Don’t city folk know about FREECYCLE?!

Anyway, I’m not going to bore you with descriptions of all the valuable and useful things I used to find in the dumpster alleys in central Denver. That’s a post for another day, or perhaps the middle of winter when I’m snowed in.

These wooden earrings jigs were made using small lengths (cut with jewelry saw) of strips of cedar wood. Because they are quite thin (1/16 inch in some places), I used a pencil to mark where the nails (also found in a bucket in the alley) would be hammered. I used a #59 drill bit to make pilot holes at these marks, and then gently hammered the nails into the wood. The pilot holes prevented the wood from splitting.
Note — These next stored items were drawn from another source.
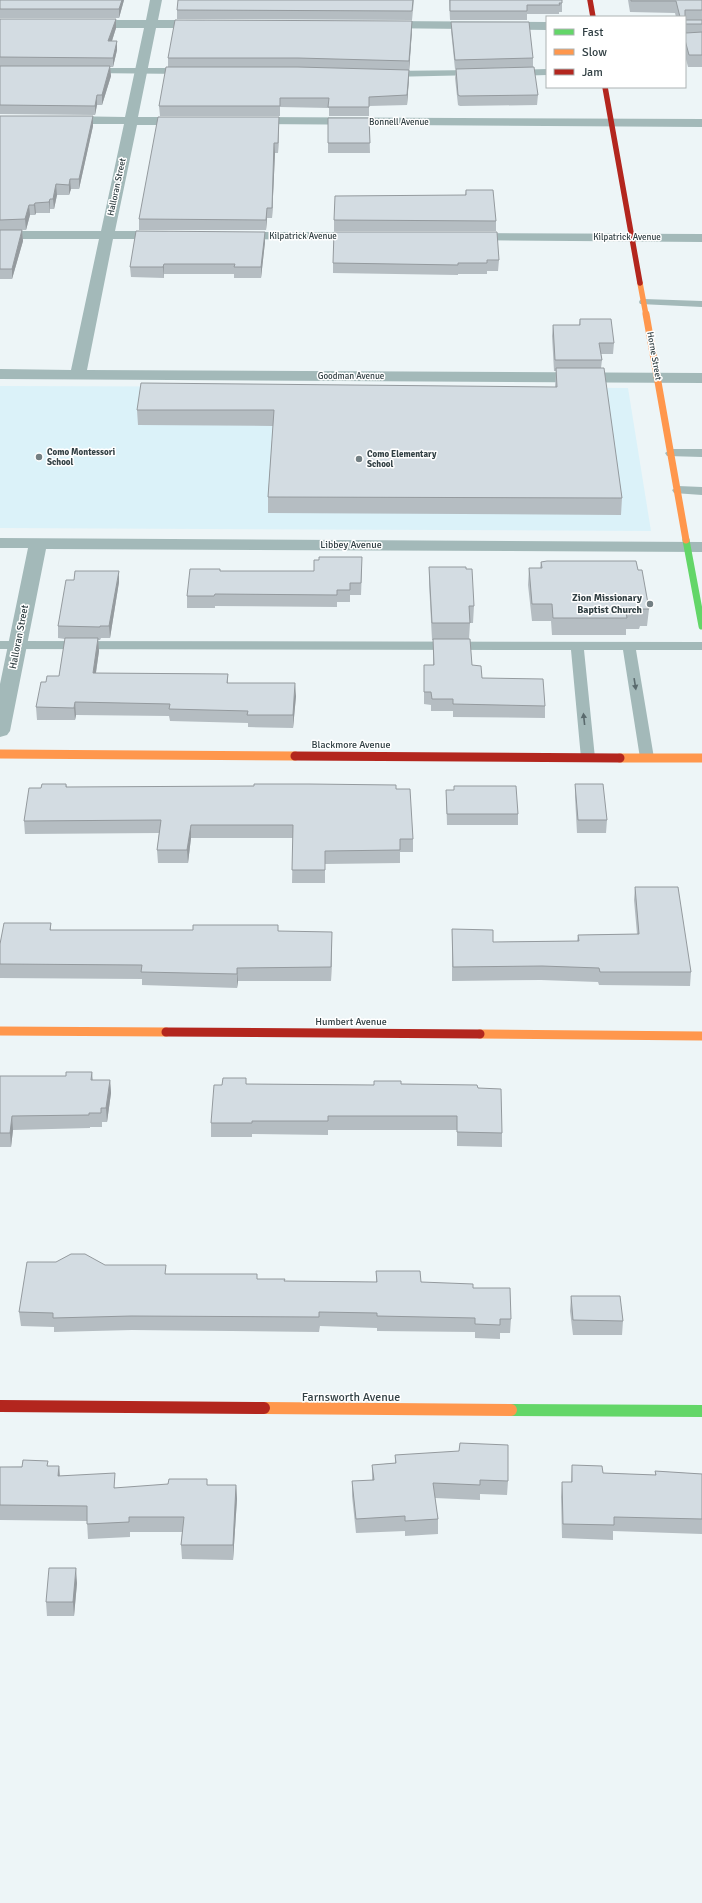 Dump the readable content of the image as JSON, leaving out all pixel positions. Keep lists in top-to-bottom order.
{
  "streets": {
    "street": [
      "Bonnell Avenue",
      "Halloran Street",
      "Kilpatrick Avenue",
      "Horne Street",
      "Goodman Avenue",
      "Libbey Avenue",
      "Blackmore Avenue",
      "Humbert Avenue",
      "Farnsworth Avenue"
    ]
  },
  "crossings": [
    ["Bonnell Avenue", "Horne Street"],
    ["Halloran Street", "Goodman Avenue"],
    ["Halloran Street", "Libbey Avenue"],
    ["Kilpatrick Avenue", "Horne Street"],
    ["Horne Street", "Goodman Avenue"],
    ["Horne Street", "Libbey Avenue"]
  ],
  "places": ["Como Montessori School", "Como Elementary School", "Zion Missionary Baptist Church"],
  "legend": ["Fast", "Slow", "Jam"]
} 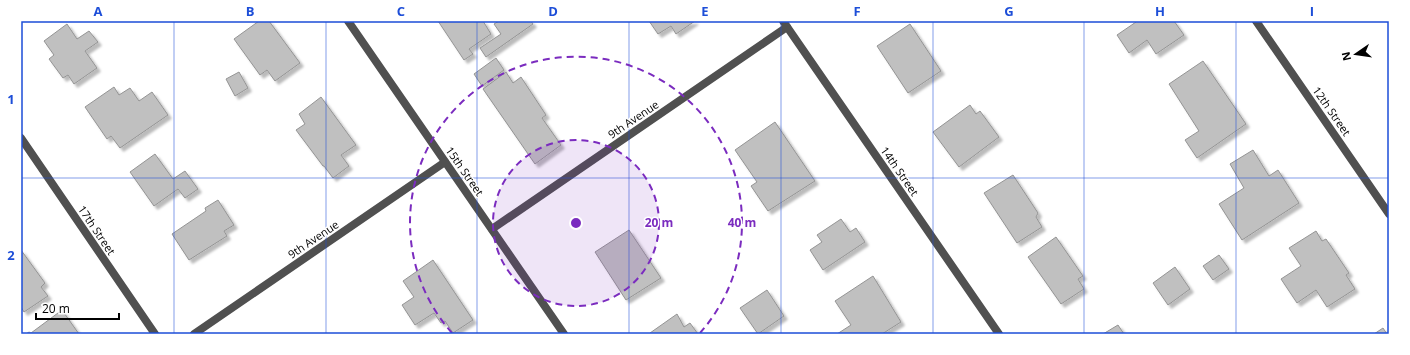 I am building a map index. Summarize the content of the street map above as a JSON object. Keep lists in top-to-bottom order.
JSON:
{
  "streets": {
    "street": [
      "12th Street",
      "9th Avenue",
      "15th Street",
      "14th Street",
      "17th Street"
    ]
  },
  "crossings": [
    ["9th Avenue", "15th Street"],
    ["9th Avenue", "14th Street"]
  ],
  "scale_bar": "20 m",
  "north": "left",
  "grid": {
    "columns": [
      "A",
      "B",
      "C",
      "D",
      "E",
      "F",
      "G",
      "H",
      "I"
    ],
    "rows": ["1", "2"]
  },
  "rings": ["20 m", "40 m"]
}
These jigs were intended to be used only for one specific project, but I constructed them more than a year ago and they are still going strong. I use them for longer fancy earrings like this pair:

https://www.etsy.com/listing/229887888/sterling-silver-tree-of-life-earrings?ref=shop_home_active_23

You can see where I have also penciled in the outlines/shapes of the earwires produced with each jig. I made two sizes  – one longer and one shorter – and wrote that information on the front. The two earwire styles are similar but not exactly the same and I can easily grab the one I want depending on how dangly the earrings are.

EVERYONE CAN DO A LITTLE JIG

Jigs

Experimental earring jigs made from scrap polymer clay and a bag of assorted tubing/rod from K & S. (Available at some model railroading shops)

As *they* say (who is this they?), Necessity is the Mother of Invention. I wanted to make some custom earwires to better fit the look of my handmade one of a kind jewelry pieces (https://www.etsy.com/shop/OffTheGridDesigns/search?search_query=earrings&order=date_desc&view_type=gallery&ref=shop_search).

When you make a pair of custom earrings, it is nice to be able to make a unique pair of earwires to match. There is so much freedom in design, size, shape, length, small accent bead, twist, bend and overall personality. Plus, there’s nothing more satisfying than being able to make custom components yourself without having to order from a supplier. Or when you realize that you have to ship an order the next day and there’s nothing open at 3 a.m.

These jigs were an experiment that was kind of successful. I used scrap polymer clay that I rolled out into thick sheets. I stacked the sheets, pressed a piece of card stock on top and rolled the stack  to compress the layers.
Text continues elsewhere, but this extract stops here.